Analysis of excavated human remains in Israel from the Chalcolithic period through to the Iron Age yielded a distinct pattern indicating that the arrival of “foreign populations [during the Middle Bronze Age] carrying a morphology more common in the northern parts of the Levant, i.e. Lebanon, Syria,” and Armenia (Arensburg 1997: 342; Guy 1938). These new arrivals were distinctly West Asian, or otherwise the biblical "Canaanites."

In contrast, during the Early Bronze and Iron Ages, excavated human remains in Israel exhibit features commonly associated with Mediterranean populations, i.e. dolichocephalic “long and narrow skulls of the Mediterranean type common both in Israel and Egypt” (Arensburg 1997: 342). The dolichocephalic Mediterranean skull morphology corresponds to the period of the Israelites.

While there are only a few human skull specimens from the Middle Bronze Age in Israel, those found at Hazor and Megiddo in MB (Middle Bronze) period tombs conform exactly to the theory of new population immigration into ancient Israel during this period followed by a new population influx during the Iron Age (Arensburg 1997: 341 – 343). While pottery alone can never directly translate into a specific people group, here we have a rare 1:1 correlation between human remains of a Northern immigrant population associated with the beginnings of Canaanite culture in the Middle Bronze, followed by a Mediterranean population during the Israelite Kingdom period in the Iron Age.
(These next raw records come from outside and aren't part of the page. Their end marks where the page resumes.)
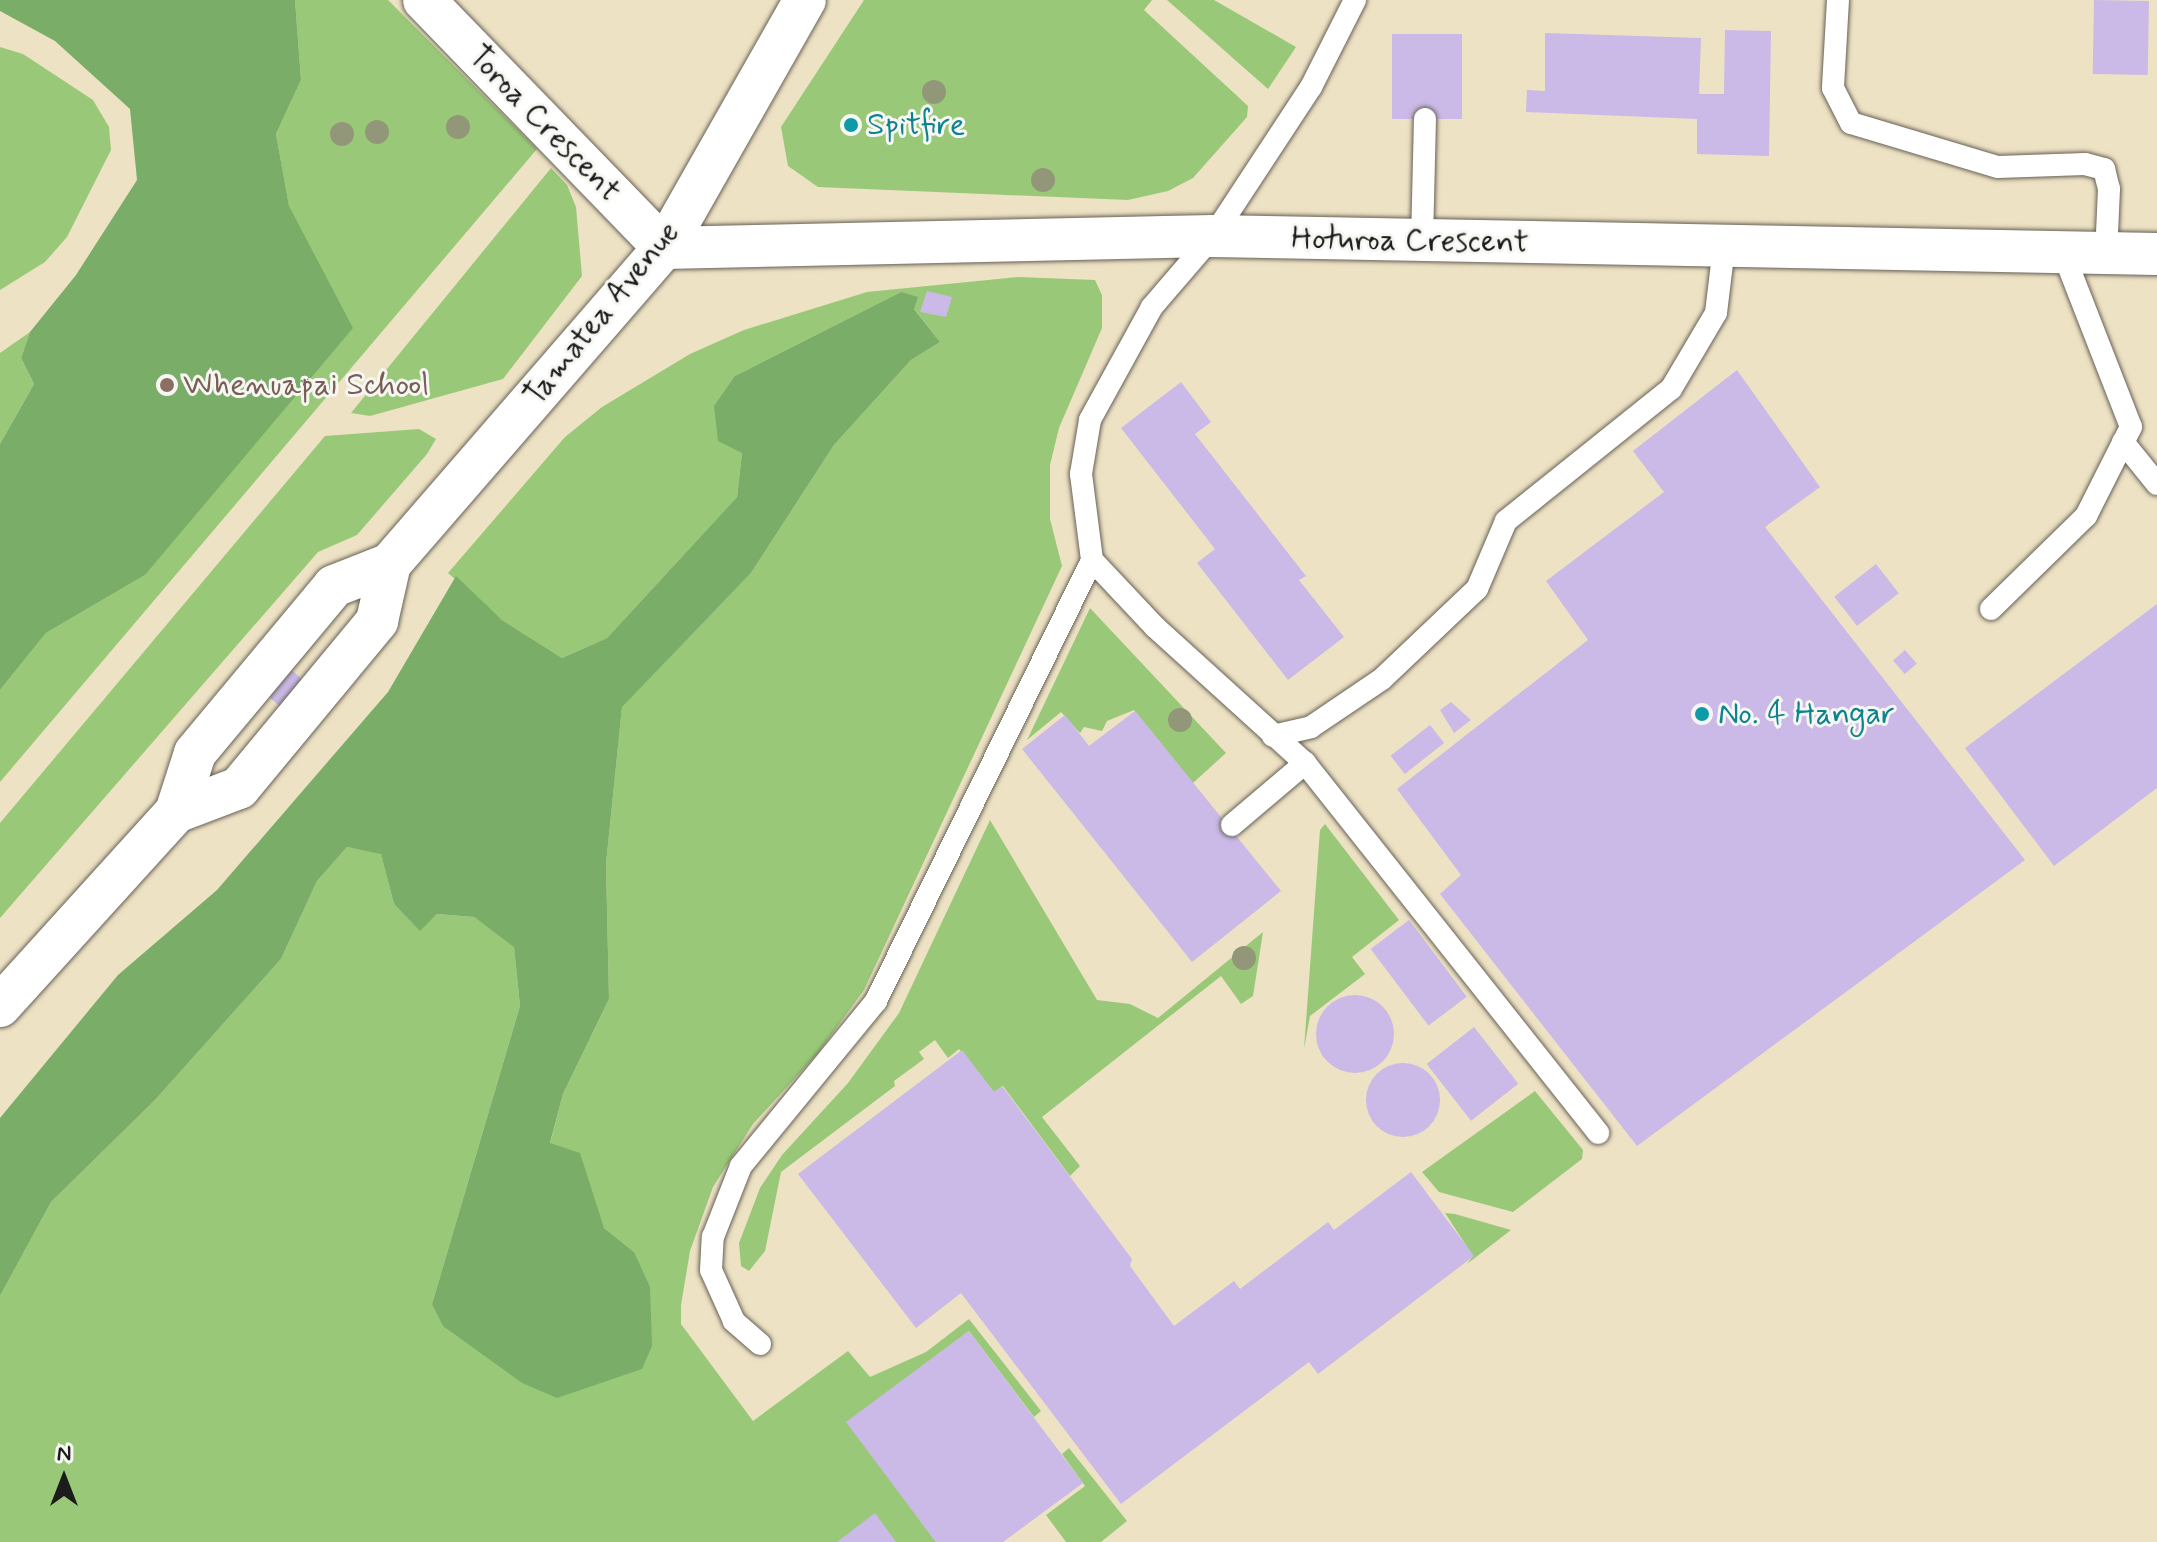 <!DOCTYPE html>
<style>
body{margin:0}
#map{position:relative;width:2157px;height:1542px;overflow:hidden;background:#eee2c4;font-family:Mynerve,sans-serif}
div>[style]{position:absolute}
.green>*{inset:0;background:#99c978}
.forest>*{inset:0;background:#7aad68}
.building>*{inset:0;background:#cbb9e7;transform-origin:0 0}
.round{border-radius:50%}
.roads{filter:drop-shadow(0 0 2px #666157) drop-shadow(0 0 2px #666157)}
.lane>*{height:22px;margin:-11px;padding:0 11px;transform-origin:11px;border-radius:11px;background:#fff}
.street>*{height:42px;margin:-21px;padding:0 21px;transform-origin:21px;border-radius:21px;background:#fff}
.trees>*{width:24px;height:24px;margin:-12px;border-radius:50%;background:#939779}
.dots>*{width:22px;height:22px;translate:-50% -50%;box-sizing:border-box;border:4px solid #f6f6f2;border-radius:50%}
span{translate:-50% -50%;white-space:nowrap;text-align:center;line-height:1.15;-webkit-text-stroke:6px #f6f6f2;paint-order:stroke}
.street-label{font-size:32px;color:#1c1c1c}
.culture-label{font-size:32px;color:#0d838f}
.left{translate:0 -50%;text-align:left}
.education-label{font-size:32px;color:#785e54}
.north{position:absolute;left:24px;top:1438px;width:80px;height:80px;-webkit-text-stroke:6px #f6f6f2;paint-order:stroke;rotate:0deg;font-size:22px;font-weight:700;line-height:32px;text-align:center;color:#1c1c1c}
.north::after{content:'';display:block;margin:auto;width:28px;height:36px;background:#1c1c1c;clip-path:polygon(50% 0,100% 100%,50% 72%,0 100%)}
</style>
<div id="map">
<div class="green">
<i style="clip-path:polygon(295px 0,388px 0,537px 149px,0 782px,0 690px,46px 633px,145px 575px,309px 253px,289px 207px,276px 134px,301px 80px)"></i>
<i style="clip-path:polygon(864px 0,1152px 0,1144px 10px,1248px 106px,1247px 117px,1193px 178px,1168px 191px,1128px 200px,818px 187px,788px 166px,781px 127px)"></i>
<i style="clip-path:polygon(1167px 0,1214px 0,1296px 47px,1268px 89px)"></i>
<i style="clip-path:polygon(0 47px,23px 54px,93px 100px,109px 127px,111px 150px,67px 237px,45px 262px,0 290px)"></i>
<i style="clip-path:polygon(551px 168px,567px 185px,576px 207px,582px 276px,503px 379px,370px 416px,351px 413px)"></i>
<i style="clip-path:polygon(1018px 277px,1095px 280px,1102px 295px,1102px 328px,1059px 428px,1050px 465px,1050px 519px,1062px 566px,864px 990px,818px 1053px,753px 1124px,713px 1187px,690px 1251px,681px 1305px,681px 1324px,753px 1421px,848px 1351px,870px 1377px,926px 1352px,969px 1319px,1041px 1411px,1034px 1417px,969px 1331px,847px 1422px,936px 1542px,0 1542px,0 1296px,51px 1202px,155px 1100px,281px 959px,317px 881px,347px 847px,381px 853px,394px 904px,420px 930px,437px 914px,474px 917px,514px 946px,520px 1006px,432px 1304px,522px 1383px,634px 1252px,604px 1228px,592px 1199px,550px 1144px,563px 1094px,609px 999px,606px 864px,622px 706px,751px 573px,834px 445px,911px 360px,940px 342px,901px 292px,735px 376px,742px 453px,737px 497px,607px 638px,562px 658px,502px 620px,448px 573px,565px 437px,602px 407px,690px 354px,744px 330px,867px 292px)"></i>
<i style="clip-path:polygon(30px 332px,21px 358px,34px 384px,0 444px,0 353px)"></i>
<i style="clip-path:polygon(419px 429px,436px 439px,427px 454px,357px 535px,318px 552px,0 918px,0 823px,325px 436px)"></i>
<i style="clip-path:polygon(1090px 608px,1226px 753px,1193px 783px,1134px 710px,1107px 721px,1102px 731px,1084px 727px,1080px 733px,1061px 712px,1027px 740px)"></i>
<i style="clip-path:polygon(990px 820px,1097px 1000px,1130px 1004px,1158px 1018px,1263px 932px,1253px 996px,1241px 1004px,1221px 976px,1042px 1117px,1080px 1166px,1070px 1176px,1003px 1086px,994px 1092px,959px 1049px,948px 1058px,935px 1040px,919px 1052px,924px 1059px,894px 1081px,895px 1086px,781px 1172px,765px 1251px,749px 1271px,741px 1266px,739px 1243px,760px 1188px,782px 1155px,848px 1083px,899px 1013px)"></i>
<i style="clip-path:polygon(1325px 824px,1399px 920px,1352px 957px,1365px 974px,1310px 1016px,1304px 1049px,1320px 830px)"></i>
<i style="clip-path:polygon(1535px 1091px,1583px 1150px,1582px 1159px,1513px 1212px,1439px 1192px,1422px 1172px)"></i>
<i style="clip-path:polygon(1445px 1213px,1455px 1214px,1511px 1230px,1467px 1264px,1473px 1256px)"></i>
<i style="clip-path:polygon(1069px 1448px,1127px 1521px,1101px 1542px,1066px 1542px,1046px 1515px,1085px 1486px,1062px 1454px)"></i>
</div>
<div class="forest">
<i style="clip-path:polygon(0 0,295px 0,301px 80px,276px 134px,289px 206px,353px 328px,145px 575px,46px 633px,0 690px,0 444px,34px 384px,21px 358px,30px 332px,76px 275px,137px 180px,130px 109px,55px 41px,0 11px)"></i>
<i style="clip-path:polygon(901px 292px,918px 297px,914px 309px,940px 342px,911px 360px,834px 445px,751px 573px,622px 707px,606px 864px,609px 999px,563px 1094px,550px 1143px,580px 1153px,604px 1228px,634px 1252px,650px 1287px,652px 1346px,642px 1369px,557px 1398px,522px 1383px,443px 1326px,432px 1304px,520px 1006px,514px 947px,474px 917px,437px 914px,420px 931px,394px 904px,381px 854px,347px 847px,317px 881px,281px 959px,155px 1100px,51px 1202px,0 1296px,0 1118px,118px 975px,217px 890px,388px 692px,456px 576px,502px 620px,562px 658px,607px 638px,737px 497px,742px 453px,718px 441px,714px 406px,735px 376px)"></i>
</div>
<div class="building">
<i style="left:2094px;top:0;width:55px;height:74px;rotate:1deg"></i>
<i style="clip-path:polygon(1725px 30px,1771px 31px,1769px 156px,1697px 154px,1697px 119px,1526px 112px,1527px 90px,1545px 91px,1545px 33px,1701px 38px,1699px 94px,1724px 94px)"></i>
<i style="left:1392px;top:34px;width:70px;height:85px"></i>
<i style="clip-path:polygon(927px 291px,952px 297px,946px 317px,920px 312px)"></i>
<i style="clip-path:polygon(1737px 370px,1820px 487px,1765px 527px,2025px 860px,1637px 1146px,1440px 894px,1461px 875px,1397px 789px,1588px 640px,1546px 581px,1664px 492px,1633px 451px)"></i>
<i style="clip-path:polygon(1181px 382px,1211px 422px,1195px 434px,1306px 576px,1299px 580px,1344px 637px,1288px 680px,1197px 563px,1215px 549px,1121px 428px)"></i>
<i style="left:1876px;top:564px;width:37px;height:53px;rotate:52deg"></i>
<i style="clip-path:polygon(2157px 604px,2157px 788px,2054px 866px,1965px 748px)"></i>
<i style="left:1905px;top:650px;width:18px;height:16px;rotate:49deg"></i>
<i style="left:288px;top:667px;width:29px;height:35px;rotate:41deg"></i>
<i style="clip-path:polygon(1451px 702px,1471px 720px,1454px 733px,1440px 710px)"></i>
<i style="clip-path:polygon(1135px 711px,1281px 891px,1192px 962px,1022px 749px,1065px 715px,1089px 746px)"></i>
<i style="left:1430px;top:725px;width:23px;height:50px;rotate:52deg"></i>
<i style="left:1409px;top:920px;width:96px;height:48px;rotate:53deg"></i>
<i class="round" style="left:1316px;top:995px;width:78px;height:78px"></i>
<i style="left:1474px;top:1027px;width:72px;height:60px;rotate:52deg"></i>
<i style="clip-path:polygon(962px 1050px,994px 1092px,1002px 1086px,1132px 1259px,1130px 1266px,1174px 1326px,1234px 1281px,1240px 1289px,1328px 1222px,1334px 1230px,1411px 1172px,1474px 1256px,1318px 1374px,1309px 1362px,1121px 1504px,961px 1293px,916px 1328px,798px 1174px)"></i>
<i class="round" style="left:1366px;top:1063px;width:74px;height:74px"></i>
<i style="clip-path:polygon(969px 1331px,1083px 1483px,1003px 1542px,936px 1542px,846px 1422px)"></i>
<i style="clip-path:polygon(875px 1513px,896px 1542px,837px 1542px)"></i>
</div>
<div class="roads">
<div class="lane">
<i style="left:1355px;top:0;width:97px;rotate:116.8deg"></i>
<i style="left:1311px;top:87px;width:178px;rotate:123.3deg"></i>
<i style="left:1213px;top:236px;width:94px;rotate:130.7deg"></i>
<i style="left:1152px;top:307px;width:129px;rotate:118.8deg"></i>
<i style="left:1090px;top:420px;width:55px;rotate:99.5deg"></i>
<i style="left:1081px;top:474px;width:87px;rotate:82.7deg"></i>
<i style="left:1092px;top:560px;width:92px;rotate:46.8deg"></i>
<i style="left:1155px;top:627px;width:202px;rotate:42.2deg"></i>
<i style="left:1305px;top:763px;width:472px;rotate:51.6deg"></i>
<i style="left:1838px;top:0;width:88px;rotate:93.3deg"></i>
<i style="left:1833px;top:88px;width:39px;rotate:63deg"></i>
<i style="left:1851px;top:123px;width:153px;rotate:16.7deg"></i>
<i style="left:1998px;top:167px;width:87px;rotate:-2deg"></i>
<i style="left:2085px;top:164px;width:20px;rotate:15deg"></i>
<i style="left:2104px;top:169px;width:21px;rotate:76deg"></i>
<i style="left:2109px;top:189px;width:65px;rotate:92.6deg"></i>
<i style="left:1422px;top:241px;width:122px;rotate:-88.6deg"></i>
<i style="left:2123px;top:442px;width:54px;rotate:51deg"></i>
<i style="left:1991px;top:609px;width:133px;rotate:-44.4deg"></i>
<i style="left:2086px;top:516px;width:100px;rotate:-63.2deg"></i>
<i style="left:2131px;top:427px;width:187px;rotate:-111.3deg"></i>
<i style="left:1273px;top:736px;width:39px;rotate:-13deg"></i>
<i style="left:1311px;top:727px;width:86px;rotate:-34.1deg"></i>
<i style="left:1382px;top:679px;width:131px;rotate:-43.5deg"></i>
<i style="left:1477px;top:589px;width:74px;rotate:-66.9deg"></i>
<i style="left:1506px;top:521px;width:211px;rotate:-38.7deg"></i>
<i style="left:1671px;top:389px;width:88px;rotate:-59.4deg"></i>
<i style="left:1716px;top:313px;width:66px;rotate:-83.1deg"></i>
<i style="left:1232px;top:825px;width:96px;rotate:-40.3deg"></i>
<i style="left:760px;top:1344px;width:35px;rotate:-139deg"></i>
<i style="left:734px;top:1321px;width:56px;rotate:-114.3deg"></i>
<i style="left:711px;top:1270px;width:33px;rotate:-87deg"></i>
<i style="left:713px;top:1237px;width:76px;rotate:-68.5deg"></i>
<i style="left:741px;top:1166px;width:213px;rotate:-50.7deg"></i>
<i style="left:876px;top:1001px;width:491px;rotate:-63.9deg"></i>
</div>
<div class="street">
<i style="left:424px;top:0;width:345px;rotate:45.9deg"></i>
<i style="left:664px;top:248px;width:549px;rotate:-1.25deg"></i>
<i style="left:1213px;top:236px;width:944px;rotate:1.09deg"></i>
<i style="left:176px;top:812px;width:67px;rotate:-20.9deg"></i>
<i style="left:239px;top:788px;width:217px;rotate:-50.4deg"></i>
<i style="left:377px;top:621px;width:58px;rotate:-77.2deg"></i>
<i style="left:390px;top:564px;width:418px;rotate:-49.1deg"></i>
<i style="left:664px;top:248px;width:285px;rotate:-60.4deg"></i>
<i style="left:0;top:1006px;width:262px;rotate:-47.8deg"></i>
<i style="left:176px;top:812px;width:62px;rotate:-72.1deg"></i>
<i style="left:195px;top:753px;width:217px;rotate:-50.2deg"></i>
<i style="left:334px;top:586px;width:60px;rotate:-21.4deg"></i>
</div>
</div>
<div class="trees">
<i style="left:934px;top:92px"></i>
<i style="left:458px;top:127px"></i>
<i style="left:377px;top:132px"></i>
<i style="left:342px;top:134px"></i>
<i style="left:1043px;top:180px"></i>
<i style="left:1180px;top:720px"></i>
<i style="left:1244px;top:958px"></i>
</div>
<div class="dots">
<i style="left:851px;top:125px;background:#0f9aa8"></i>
<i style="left:167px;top:385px;background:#8d6e63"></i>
<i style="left:1702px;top:714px;background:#0f9aa8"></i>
</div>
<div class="street-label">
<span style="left:544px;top:124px;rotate:46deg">Toroa Crescent</span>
<span style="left:1410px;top:241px;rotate:1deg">Hoturoa Crescent</span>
<span style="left:602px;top:314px;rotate:-51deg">Tamatea Avenue</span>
</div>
<div class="culture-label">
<span class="left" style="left:867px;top:125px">Spitfire</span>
<span class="left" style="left:1718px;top:714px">No. 4 Hangar</span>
</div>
<div class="education-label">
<span class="left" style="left:183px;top:385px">Whenuapai School</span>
</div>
<div class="north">N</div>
</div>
How does this relate to DNA and Global Population matching of Ashkenazi Jews to the regions of the world?

If you are Ashkenazi Jewish or have friends that have done DNA testing that are Ashkenazi, you may have heard that many Ashkenazim are clustering with Mediterranean Populations (including Southern European, North African, Levantine, and Anatolian) at this stage in autosomal DNA testing (including results from both 23andme and DNA Tribes). Geneticist Luigi Luca Cavalli-Sforza, a pioneer in population genetics and professor emeritus of Stanford University, wrote of the difficulties in correlating genetic information and skull morphology, or more accurately, that genetic information will always be far more accurate than population studies based on skull morphology (Cavalli-Sforza 1994).

Nevertheless, if the skull morphology of the Israelites during the Iron Age was distinctly that of Mediterranean populations and autosomal DNA region mapping of the Ashkenazi, Sephardic, and Mizrahi communities today cluster with Mediterranean populations, does it not reasonably strengthen the tradition that modern Jewish communities are among those who are descended from the people groups that occupied Israel during the Iron Age (ca. 1200 – 586 BCE), the same period when the Israelite culture was born and flourished?

Questions for future research: Can we distinguish between Israelites and Canaanites? What about Sephardic Jewish individuals (originally from Spain) and Mizrahi Jewish individuals from Arab countries? What will their DNA look like? Many questions still to be answered as geneaological DNA testing moves into adolescence as a Science.

[Originally submitted as part of an essay for Prof. Ami Mazar in the upper level seminar: Issues in Middle Bronze Age. Genetic data was added later and published to the 23andMe.com community board. Copyright 2010 Peter Hagyo-Kovacs. All rights and media reserved.]

DNA testing companies:
Global autosomal DNA testing and comparitive database: http://www.dnatribes.com (#1)
YDNA, mtDNA, autosomal DNA: http://www.familytreedna.com (#2)
YDNA, mtDNA, autosomal DNA: http://www.23andme.com (#3 but not highly recommended at this time as the database is too small to be meaningful.)

References:

Arensburg, B. and Belfer-Cohen, A. 1997. “Human Skeletal Remains from Hazor Area L.” pp. 341 – 343 in The James A. De Rothschild Expedition at Hazor – HAZOR V: An Account of the Fifth Season of Excavation, 1968. Amnon Ben-Tor, Ruhama Bonfil (editors). Jerusalem.

Cavallli-Sforza, L. Luca, Menozzi, P. Piazza, A. 1994. The History and Geography of Human Genes. Princeton, New Jersey.

Guy, P. 1938. Megiddo Tombs: Oriental Institute Publications Vol. 33. Chicago.

Mazar, A. 1992. The Archaeology of the Land of the Bible (ca. 10000-586 B.C.E.). New York.

Zohar, Z. 2005. Sephardic and Mizrahi Jewry: From the Golden Age of Spain to Modern Times. New York.